LatentDirichletAllocation(batch_size=128, doc_topic_prior=None,
             evaluate_every=-1, learning_decay=0.7,
             learning_method='batch', learning_offset=10.0,
             max_doc_update_iter=100, max_iter=10, mean_change_tol=0.001,
             n_components=7, n_jobs=None, n_topics=None, perp_tol=0.1,
             random_state=42, topic_word_prior=None,
             total_samples=1000000.0, verbose=0)

In [6]:
# get the vocabulary of words in articles
len(cv.get_feature_names())

54777

In [7]:
cv.get_feature_names()[7000]

'bridal'

In [8]:
# get the first individual topic
first_topic = LDA.components_[0]

# sort words describing the component by their probabilities and filter top-10 words
first_top_20_words = first_topic.argsort()[-20:]
for i in first_top_20_words:
    print(cv.get_feature_names()[i])

president
state
tax
insurance
trump
companies
money
year
federal
000
new
percent
government
company
million
care
people
health
said
says


In [9]:
# look at top 15 words for each topic
for i, topic in enumerate(LDA.components_):
    print(f"Top 15 words for topic no. {i}")
    print([cv.get_feature_names()[index] for index in topic.argsort()[-15:]])
    print('\n')

Top 15 words for topic no. 0
['companies', 'money', 'year', 'federal', '000', 'new', 'percent', 'government', 'company', 'million', 'care', 'people', 'health', 'said', 'says']


Top 15 words for topic no. 1
['military', 'house', 'security', 'russia', 'government', 'npr', 'reports', 'says', 'news', 'people', 'told', 'police', 'president', 'trump', 'said']


Top 15 words for topic no. 2
['way', 'world', 'family', 'home', 'day', 'time', 'water', 'city', 'new', 'years', 'food', 'just', 'people', 'like', 'says']


Top 15 words for topic no. 3
['time', 'new', 'don', 'years', 'medical', 'disease', 'patients', 'just', 'children', 'study', 'like', 'women', 'health', 'people', 'says']


Top 15 words for topic no. 4
['voters', 'vote', 'election', 'party', 'new', 'obama', 'court', 'republican', 'campaign', 'people', 'state', 'president', 'clinton', 'said', 'trump']

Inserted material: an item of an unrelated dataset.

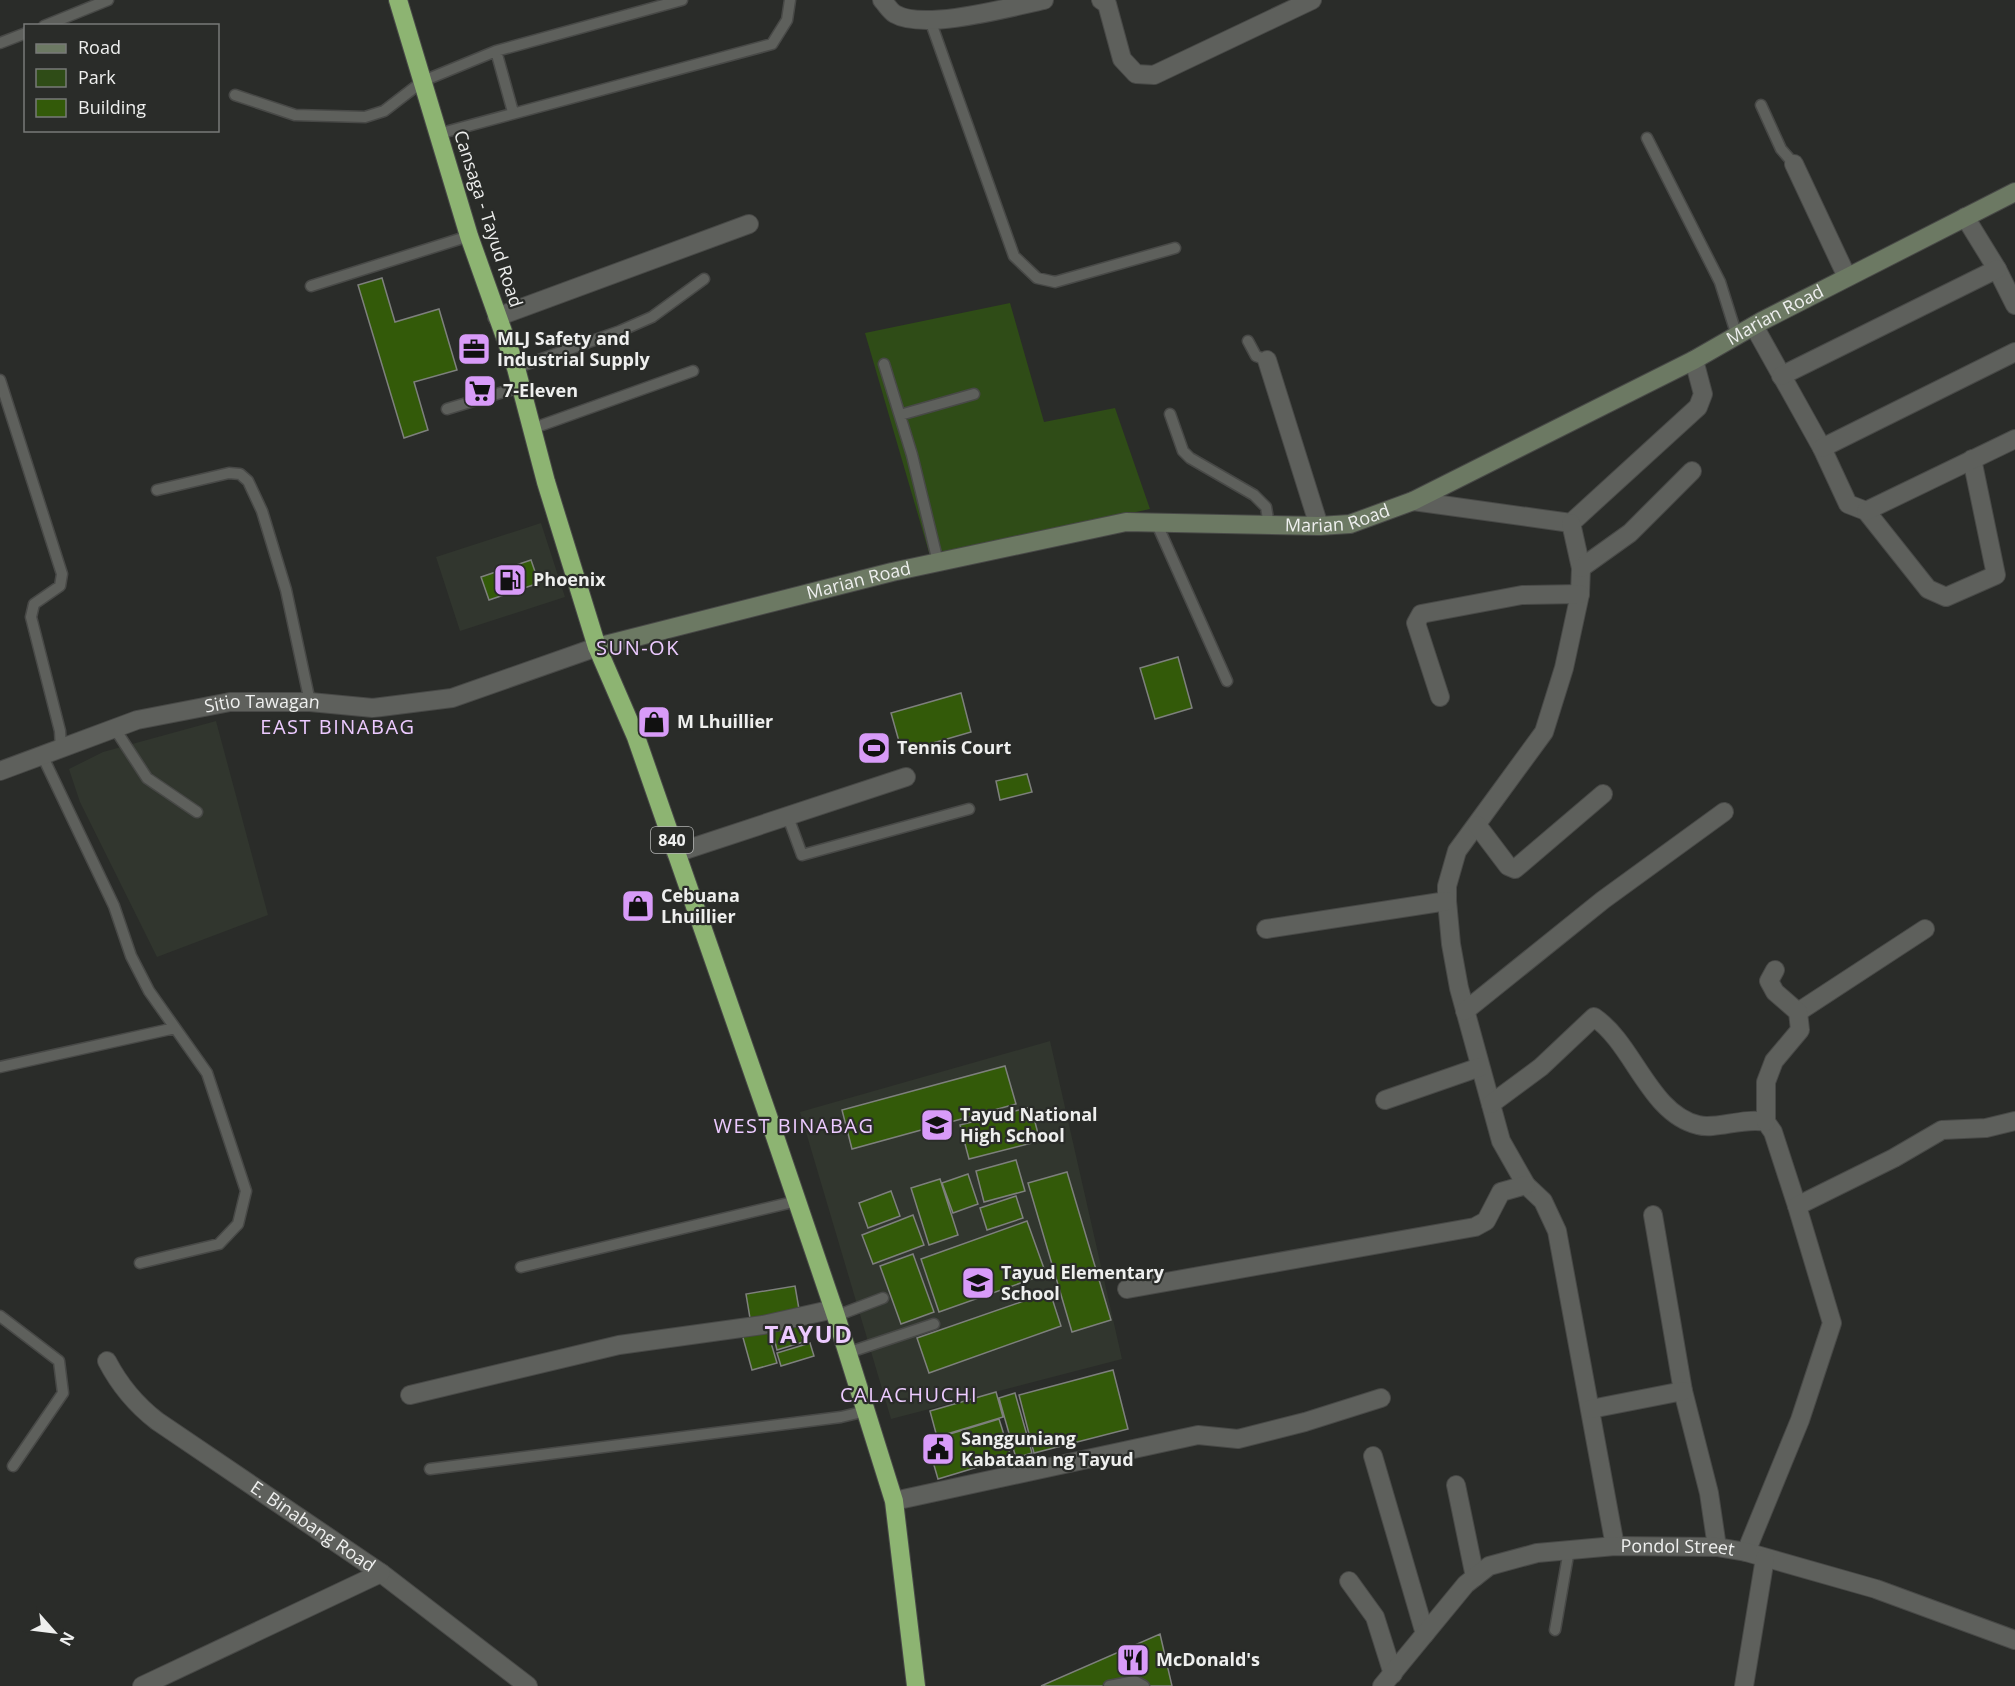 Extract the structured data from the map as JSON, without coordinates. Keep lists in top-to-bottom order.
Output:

Top 15 words for topic no. 5
['years', 'going', 've', 'life', 'don', 'new', 'way', 'music', 'really', 'time', 'know', 'think', 'peop

In [10]:
# assign topic no. to each article in original dataframe
pred_results = LDA.transform(dtm)
npr['Topic'] = pred_results.argmax(axis=1)
npr.head()

Unnamed: 0,Article,Topic
0,"In the Washington of 2016, even when the polic...",1
1,Donald Trump has used Twitter — his prefe...,1
2,Donald Trump is unabashedly praising Russian...,1
3,"Updated at 2:50 p. m. ET, Russian President Vl...",1
4,"From photography, illustration and video, to d...",2


Based on the words that have a high probability of belonging to a topic, we could assign the generic description of the topic. For example, topic 0 above is related to healthcare and government, topic 1 is related to government and security, topic 2 is related to local news and food, and so on. We could lower the number of topics if we wanted to keep them more generic or increase it if we wanted to make them very specific. 

Unfortunately, there is no way to evaluate how "good" the model performs but going through a few samples and assigned topics reveals that the classification is quite accurate.